* [Extracted records]
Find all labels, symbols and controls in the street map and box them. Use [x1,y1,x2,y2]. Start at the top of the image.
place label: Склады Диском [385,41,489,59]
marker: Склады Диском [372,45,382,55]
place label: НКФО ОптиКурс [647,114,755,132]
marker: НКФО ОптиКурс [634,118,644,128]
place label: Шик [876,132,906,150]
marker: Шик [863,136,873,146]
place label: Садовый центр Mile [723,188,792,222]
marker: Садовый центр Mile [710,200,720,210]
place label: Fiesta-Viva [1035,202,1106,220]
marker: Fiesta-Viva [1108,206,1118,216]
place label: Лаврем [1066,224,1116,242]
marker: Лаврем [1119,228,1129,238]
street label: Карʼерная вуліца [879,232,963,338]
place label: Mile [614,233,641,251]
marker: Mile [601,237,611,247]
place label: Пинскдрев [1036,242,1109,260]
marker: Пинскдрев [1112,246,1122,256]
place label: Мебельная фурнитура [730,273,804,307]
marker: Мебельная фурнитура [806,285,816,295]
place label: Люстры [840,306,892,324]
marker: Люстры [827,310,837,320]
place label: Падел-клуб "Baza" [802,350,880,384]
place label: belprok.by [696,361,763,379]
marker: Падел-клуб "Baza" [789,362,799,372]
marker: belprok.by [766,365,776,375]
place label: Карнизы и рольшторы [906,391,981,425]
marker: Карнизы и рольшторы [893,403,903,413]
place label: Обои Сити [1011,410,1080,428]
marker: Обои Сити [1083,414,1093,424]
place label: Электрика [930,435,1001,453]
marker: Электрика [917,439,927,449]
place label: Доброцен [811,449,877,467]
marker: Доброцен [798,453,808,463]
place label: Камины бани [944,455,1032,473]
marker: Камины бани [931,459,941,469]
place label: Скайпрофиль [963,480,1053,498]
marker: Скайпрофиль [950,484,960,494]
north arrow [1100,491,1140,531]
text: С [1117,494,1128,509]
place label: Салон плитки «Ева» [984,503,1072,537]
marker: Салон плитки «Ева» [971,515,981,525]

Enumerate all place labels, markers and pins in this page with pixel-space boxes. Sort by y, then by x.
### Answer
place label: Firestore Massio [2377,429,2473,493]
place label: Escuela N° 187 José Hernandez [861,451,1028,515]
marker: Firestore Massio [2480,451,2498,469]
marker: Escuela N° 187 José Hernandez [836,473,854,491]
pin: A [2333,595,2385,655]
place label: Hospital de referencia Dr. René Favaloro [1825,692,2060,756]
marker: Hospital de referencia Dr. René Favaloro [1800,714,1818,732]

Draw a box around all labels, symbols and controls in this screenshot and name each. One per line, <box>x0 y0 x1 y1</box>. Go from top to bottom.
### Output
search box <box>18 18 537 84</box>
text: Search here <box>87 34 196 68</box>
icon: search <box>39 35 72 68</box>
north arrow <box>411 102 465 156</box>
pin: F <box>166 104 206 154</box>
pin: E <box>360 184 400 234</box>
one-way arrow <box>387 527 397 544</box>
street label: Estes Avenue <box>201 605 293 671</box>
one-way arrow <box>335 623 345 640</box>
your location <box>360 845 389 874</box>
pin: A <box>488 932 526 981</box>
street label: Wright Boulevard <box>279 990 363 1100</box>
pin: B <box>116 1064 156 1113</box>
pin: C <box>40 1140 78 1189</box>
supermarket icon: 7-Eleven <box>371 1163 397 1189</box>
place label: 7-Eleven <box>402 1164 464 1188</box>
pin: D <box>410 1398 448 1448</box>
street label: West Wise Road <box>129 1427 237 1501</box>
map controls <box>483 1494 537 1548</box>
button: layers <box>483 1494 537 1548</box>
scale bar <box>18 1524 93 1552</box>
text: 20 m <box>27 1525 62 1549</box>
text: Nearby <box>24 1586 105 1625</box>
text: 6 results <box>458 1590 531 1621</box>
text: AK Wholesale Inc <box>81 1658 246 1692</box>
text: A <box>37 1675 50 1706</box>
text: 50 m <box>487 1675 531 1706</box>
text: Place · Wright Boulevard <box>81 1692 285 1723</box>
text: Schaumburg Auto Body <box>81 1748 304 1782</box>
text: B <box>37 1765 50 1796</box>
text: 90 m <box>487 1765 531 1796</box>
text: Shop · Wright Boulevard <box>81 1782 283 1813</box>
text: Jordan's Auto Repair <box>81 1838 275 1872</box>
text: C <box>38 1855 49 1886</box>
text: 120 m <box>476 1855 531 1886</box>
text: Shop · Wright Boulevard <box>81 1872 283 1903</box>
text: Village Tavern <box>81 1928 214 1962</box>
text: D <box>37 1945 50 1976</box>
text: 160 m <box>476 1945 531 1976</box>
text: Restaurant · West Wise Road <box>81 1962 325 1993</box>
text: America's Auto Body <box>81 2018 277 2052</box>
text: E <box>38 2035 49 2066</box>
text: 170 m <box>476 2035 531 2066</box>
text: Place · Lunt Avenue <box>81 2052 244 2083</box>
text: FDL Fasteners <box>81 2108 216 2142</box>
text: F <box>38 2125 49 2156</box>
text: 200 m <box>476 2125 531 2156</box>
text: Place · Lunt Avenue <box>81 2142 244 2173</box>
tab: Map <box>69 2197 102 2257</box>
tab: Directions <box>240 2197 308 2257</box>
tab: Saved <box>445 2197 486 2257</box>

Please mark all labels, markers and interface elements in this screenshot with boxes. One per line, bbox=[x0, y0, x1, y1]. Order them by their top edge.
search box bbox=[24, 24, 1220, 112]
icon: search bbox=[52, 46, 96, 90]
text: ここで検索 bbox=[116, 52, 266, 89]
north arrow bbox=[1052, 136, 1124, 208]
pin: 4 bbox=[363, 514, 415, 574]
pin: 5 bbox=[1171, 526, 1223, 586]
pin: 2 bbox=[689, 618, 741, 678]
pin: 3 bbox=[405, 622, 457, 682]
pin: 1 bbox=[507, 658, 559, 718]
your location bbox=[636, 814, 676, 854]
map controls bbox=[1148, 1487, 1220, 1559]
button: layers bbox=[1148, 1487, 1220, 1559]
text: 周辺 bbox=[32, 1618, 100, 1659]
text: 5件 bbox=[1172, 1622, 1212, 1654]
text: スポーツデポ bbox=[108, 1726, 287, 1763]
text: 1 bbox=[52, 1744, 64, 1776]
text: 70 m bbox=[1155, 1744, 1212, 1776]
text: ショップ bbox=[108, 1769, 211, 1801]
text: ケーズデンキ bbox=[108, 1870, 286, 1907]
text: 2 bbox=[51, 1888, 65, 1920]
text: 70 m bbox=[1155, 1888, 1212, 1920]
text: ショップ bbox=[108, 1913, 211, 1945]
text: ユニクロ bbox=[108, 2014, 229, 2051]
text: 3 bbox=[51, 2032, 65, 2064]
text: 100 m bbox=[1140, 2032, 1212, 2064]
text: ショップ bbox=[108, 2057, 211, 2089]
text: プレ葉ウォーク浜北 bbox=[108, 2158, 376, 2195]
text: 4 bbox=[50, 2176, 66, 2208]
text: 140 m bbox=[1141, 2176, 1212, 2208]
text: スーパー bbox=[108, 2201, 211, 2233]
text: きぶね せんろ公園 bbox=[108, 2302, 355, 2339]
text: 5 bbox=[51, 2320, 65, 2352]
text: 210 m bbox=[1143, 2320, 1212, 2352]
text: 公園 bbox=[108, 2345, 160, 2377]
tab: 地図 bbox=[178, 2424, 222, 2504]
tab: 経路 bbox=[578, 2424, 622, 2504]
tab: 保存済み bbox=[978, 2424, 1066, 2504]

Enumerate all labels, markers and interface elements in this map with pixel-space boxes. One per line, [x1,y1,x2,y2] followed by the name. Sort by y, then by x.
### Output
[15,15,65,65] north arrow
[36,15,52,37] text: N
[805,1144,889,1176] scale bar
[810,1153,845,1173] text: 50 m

* [Instructions to follow] Return solely the count of lines in the data above in which the word "Shop" occurs.

* [Exercise result] 2